Here's the first one, by an NC State psychologist:
"It was a great march (and a cold one)! So many people, from so many different walks of life, were there -- because so many are injured by the policies of the current administration! But I would like to clarify for Mr. Pope: we tried civil discourse. We tried attending committee hearings and legislative sessions. We were locked out, silenced, and threatened. And though I have participated in the protests since they began, I have yet to receive information about Moral Mondays from Move On or the Democratic party. Pope and his friends are casting stones to distract the general public from the devastating truths of the policies he has supported. But the citizens of this state are smarter than he thinks."
---------------comments are at the end of this article:
http://www.newsobserver.com/2014/02/08/3602345/hkonj-thousands-march-in-downtown.html
RALEIGH State NAACP President William J. Barber II laid out goals for a diverse coalition of groups Saturday afternoon at a rally attended by thousands of people from all over the state and the nation who marched, sang, chanted, cheered and even danced through downtown Raleigh.

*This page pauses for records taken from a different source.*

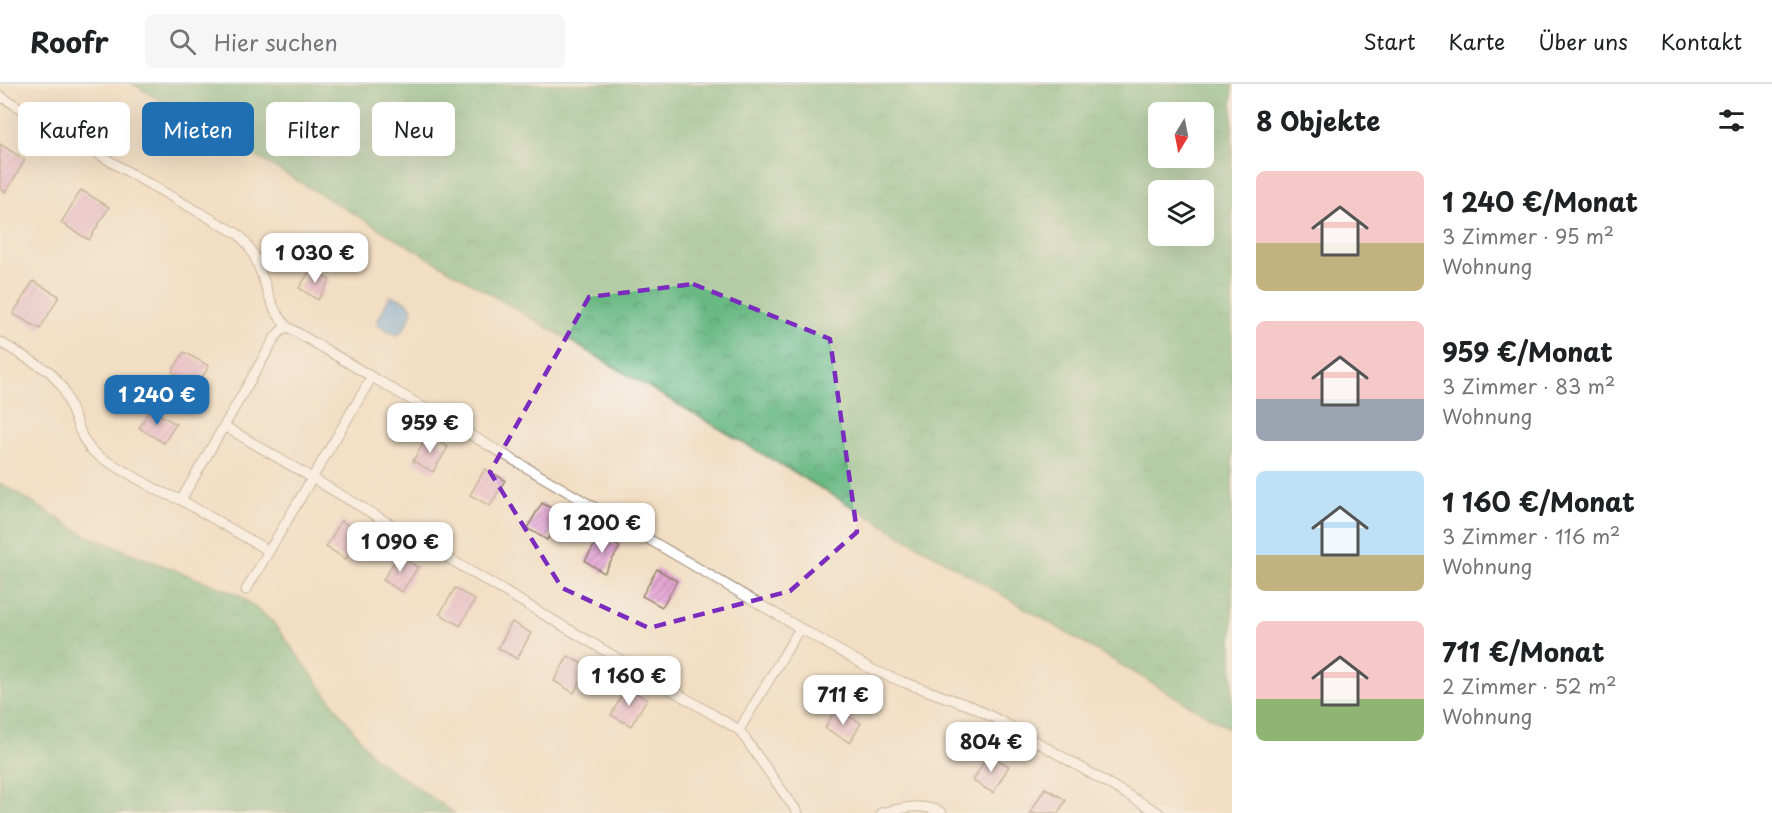 <!DOCTYPE html>
<html lang="de">
<meta charset="utf-8">
<style>
:root{--surface:#fff;--page:#f6f6f6;--text:#202124;--muted:#757577;--line:#e0e0e0;--accent:#1f6fb2}
body{margin:0;font-family:"Playpen Sans",sans-serif;background:var(--page);color:var(--text);height:100vh;display:flex;flex-direction:column;font-size:22px;white-space:nowrap}
*{box-sizing:border-box;margin:0}
p{font-size:20px;color:var(--muted)}
.icon{flex:none;width:33px;height:33px;fill:none;stroke:currentColor;stroke-width:2;stroke-linecap:round;stroke-linejoin:round}
.map{position:relative;flex:1;overflow:hidden}
.drawer{display:flex;flex-direction:column;background:var(--surface);width:540px}
.drawer>*{flex:none}
.banner{position:absolute;left:18px;top:18px;width:570px;height:54px;display:flex;gap:12px}
.needle{width:39px;rotate:190deg}
.tools{position:absolute;left:1148px;top:18px;display:grid;gap:12px}
.tools a{display:grid;place-items:center;width:66px;height:66px;border-radius:9px;background:var(--surface);box-shadow:0 6px 24px #0002;font-size:30px}
.price{position:absolute;translate:-50% -51px;padding:0 14px;border-radius:12px;background:#fff;color:#222;font-size:20px;line-height:39px;filter:drop-shadow(0 2px 3px #0008)}
.price::after{content:'';position:absolute;left:50%;top:36px;width:18px;height:14px;margin-left:-9px;background:inherit;clip-path:polygon(0 0,100% 0,50% 100%)}
.price.active{background:var(--accent);color:#fff}
ul{padding:0;list-style:none}
li{display:flex;align-items:center;gap:18px;height:150px;padding:0 24px}
li span{display:grid;place-items:center;flex:none;width:168px;height:120px;border-radius:9px;color:#555}
li>.icon{margin-inline-start:auto}
span .icon{width:72px;height:72px;fill:#fffc;stroke-width:1}
li b{font-size:26px}
h2{display:flex;justify-content:space-between;align-items:center;height:72px;padding:0 24px;font-size:26px}
.tag{padding:0 21px;border-radius:9px;background:var(--surface);box-shadow:0 6px 24px #0002;font-size:21px;line-height:54px}
.tag.active{background:var(--accent);color:#fff}
header{display:flex;align-items:center;gap:36px;box-sizing:border-box;height:84px;padding:0 30px;background:var(--surface);border-bottom:2px solid var(--line)}
header strong{font-size:28px}
nav{display:flex;gap:33px;margin-inline-start:auto;font-size:21px}
.search{width:420px;height:54px;background:var(--page);display:flex;align-items:center;gap:15px;box-sizing:border-box;padding:0 21px;border-radius:9px;color:var(--muted);font-size:22px}
main{display:flex;flex:1;min-height:0}
.map>svg:first-child{display:block}
</style>
<header>
<strong>Roofr</strong>
<div class="search"><svg class="icon" aria-label="search" viewBox="0 0 24 24"><circle cx="10" cy="10" r="6"/><path d="M15 15l6 6"/></svg>Hier suchen</div>
<nav><a>Start</a><a>Karte</a><a>Über uns</a><a>Kontakt</a></nav>
</header>
<main>
<div class="map">
<svg width="1232" height="729" viewBox="0 0 1232 729">
<defs>
<pattern id="forest-crowns" width="20" height="18" patternUnits="userSpaceOnUse" patternTransform="scale(1.5)"><rect width="20" height="18" fill="#6bb984"/><path d="M2 6a3 3 0 1 1 6 0M12 15a3 3 0 1 1 6 0" fill="none" stroke="#59976b"/></pattern>
<pattern id="water-ripples" width="26" height="14" patternUnits="userSpaceOnUse" patternTransform="scale(1.5)"><rect width="26" height="14" fill="#70ace2"/><path d="M2 4q2-2 4 0t4 0M15 11q2-2 4 0t4 0" fill="none" stroke="#5d8cb7"/></pattern>
<pattern id="building-hatch" width="6" height="6" patternUnits="userSpaceOnUse" patternTransform="scale(1.5)"><rect width="6" height="6" fill="#e5a4d5"/><path d="M-1 1l2-2M0 6l6-6M5 7l2-2" fill="none" stroke="#bb86ac"/></pattern>
</defs>
<rect width="100%" height="100%" fill="#f6f6f2"/>
<filter id="ink" filterUnits="userSpaceOnUse"><feTurbulence type="fractalNoise" baseFrequency=".0167" numOctaves="2"/><feDisplacementMap in="SourceGraphic" scale="12" xChannelSelector="R" yChannelSelector="G"/><feConvolveMatrix kernelMatrix="1 2 1 2 8 2 1 2 1" color-interpolation-filters="sRGB"/></filter>
<filter id="wash" filterUnits="userSpaceOnUse"><feTurbulence type="fractalNoise" baseFrequency=".008" numOctaves="4" result="noise"/><feDisplacementMap in="SourceGraphic" scale="24" xChannelSelector="R" yChannelSelector="G"/><feGaussianBlur stdDeviation="1.35" result="paint"/><feColorMatrix in="noise" values="0 0 0 0 0 0 0 0 0 0 0 0 0 0 0 0 0 1.4 0 .05"/><feComposite in="paint" operator="in"/></filter>
<g filter="url(#wash)">
<rect width="100%" height="100%" fill="#f2dec3"/>
<!-- forest -->
<path fill="url(#forest-crowns)" stroke="#537251" stroke-width="1.5" fill-rule="evenodd" d="M133 0H1232V646ZM1158 28H1203V74H1158ZM1158 106H1203V152H1158Z
M0 399 85 451 239 511 272 537 373 673 454 729H0Z"/>
<!-- water -->
<path fill="url(#water-ripples)" stroke="#566b80" stroke-width="1.5" d="M390 212C398 213 407 217 412 224 411 233 406 246 397 251L377 241 378 235Z"/>
<g id="blocks">
<!-- building -->
<path fill="url(#building-hatch)" d="M0 60 25 76 6 108 0 105Z
M81 106 109 123 89 156 61 139Z
M311 185 330 196 318 216 299 204Z
M33 197 59 212 40 245 13 230Z
M184 268 209 282 197 302 172 288Z
M150 325 176 340 164 359 139 344Z
M428 351 448 363 433 388 413 377Z
M485 385 505 396 490 422 470 411Z
M542 419 562 430 547 456 527 444Z
M341 437 361 448 346 475 326 463Z
M600 452 620 463 604 489 585 477Z
M398 471 418 483 402 508 383 496Z
M657 485 677 497 662 523 642 512Z
M455 504 475 516 460 542 440 530Z
M512 538 531 549 517 575 498 564Z
M568 572 588 583 574 609 554 597Z
M626 604 647 615 631 642 611 631Z
M836 625 861 639 850 659 825 644Z
M988 670 1009 682 993 709 973 697Z
M1045 704 1066 716 1058 729H1030Z"/>
</g>
</g>
<g filter="url(#ink)">
<use href="#blocks" fill-opacity="0" stroke="#968470" stroke-width="1.5"/>
<g fill="none" stroke-linecap="round" stroke-linejoin="round">
<!-- lane casing -->
<g stroke="#968470" stroke-width="11">
<path id="lane" d="M0 12 142 96 238 150C260 170 262 200 275 226 278 231 282 236 286 242
M0 258 50 288 63 304 82 352 90 365 100 373 159 407 181 416
M372 293 800 544 739 646
M224 342 276 252 286 242 372 293 269 467 181 416 224 342 697 621 739 646 798 729
M246 506 269 467
M800 544 873 586 903 598 973 623 1006 640 1159 729
M881 729C902 724 922 718 942 729"/>
</g>
<!-- lane -->
<use href="#lane" stroke="#fff" stroke-width="9"/>
</g>
</g>
<!-- marked area -->
<path d="M0 0H1232V729H0ZM693 200 830 255 857 448 790 507 649 544 562 504 490 388 589 213Z" fill="#f2dec3" fill-opacity=".55" fill-rule="evenodd"/>
<path fill="none" stroke="#7b2cbf" stroke-width="4.5" stroke-dasharray="12 8" stroke-linejoin="round" d="M693 200 830 255 857 448 790 507 649 544 562 504 490 388 589 213Z"/>
</svg>
<div class="tools">
<a><svg class="needle" viewBox="-14 -14 28 28"><path d="M0-13l5 13h-10z" fill="#e53935"/><path d="M0 13l5-13h-10z" fill="#757577"/></svg></a>
<a><svg class="icon" aria-label="layers" viewBox="0 0 24 24"><path d="M12 4l9 5-9 5-9-5zM3 14l9 5 9-5"/></svg></a>
</div>
<b class="price" style="left:315px;top:200px">1 030 €</b>
<b class="price active" style="left:157px;top:342px">1 240 €</b>
<b class="price" style="left:430px;top:370px">959 €</b>
<b class="price" style="left:602px;top:470px">1 200 €</b>
<b class="price" style="left:400px;top:489px">1 090 €</b>
<b class="price" style="left:629px;top:623px">1 160 €</b>
<b class="price" style="left:843px;top:642px">711 €</b>
<b class="price" style="left:991px;top:689px">804 €</b>
<div class="banner">
<a class="tag">Kaufen</a>
<a class="tag active">Mieten</a>
<a class="tag">Filter</a>
<a class="tag">Neu</a>
</div>
</div>
<section class="drawer">
<h2>8 Objekte<svg class="icon" aria-label="filters" viewBox="0 0 24 24"><path d="M4 7h16M4 17h16"/><circle cx="9" cy="7" r="2"/><circle cx="15" cy="17" r="2"/></svg></h2>
<ul>
<li><span style="background:linear-gradient(#f6c9c9 60%,#c2b280 0)"><svg class="icon" aria-label="home" viewBox="0 0 24 24"><path d="M3 11l9-7 9 7M6 9v11h12V9"/></svg></span><div><b>1 240 €/Monat</b><p>3 Zimmer · 95 m²</p><p>Wohnung</p></div></li>
<li><span style="background:linear-gradient(#f6c9c9 65%,#9aa5b1 0)"><svg class="icon" aria-label="home" viewBox="0 0 24 24"><path d="M3 11l9-7 9 7M6 9v11h12V9"/></svg></span><div><b>959 €/Monat</b><p>3 Zimmer · 83 m²</p><p>Wohnung</p></div></li>
<li><span style="background:linear-gradient(#bfe0f5 70%,#c2b280 0)"><svg class="icon" aria-label="home" viewBox="0 0 24 24"><path d="M3 11l9-7 9 7M6 9v11h12V9"/></svg></span><div><b>1 160 €/Monat</b><p>3 Zimmer · 116 m²</p><p>Wohnung</p></div></li>
<li><span style="background:linear-gradient(#f6c9c9 65%,#8fb573 0)"><svg class="icon" aria-label="home" viewBox="0 0 24 24"><path d="M3 11l9-7 9 7M6 9v11h12V9"/></svg></span><div><b>711 €/Monat</b><p>2 Zimmer · 52 m²</p><p>Wohnung</p></div></li>
</ul>
</section>
</main>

Organizers said the Mass Moral March was intended to push back against last years Republican-led legislation in North Carolina.
Barber called for well-funded public education, anti-poverty policies, affordable health care for all that includes the expansion of Medicaid, an end to disparities in the criminal justice system on the basis of class and race, the expansion of voting rights and the fundamental principle of equality under the law for all people.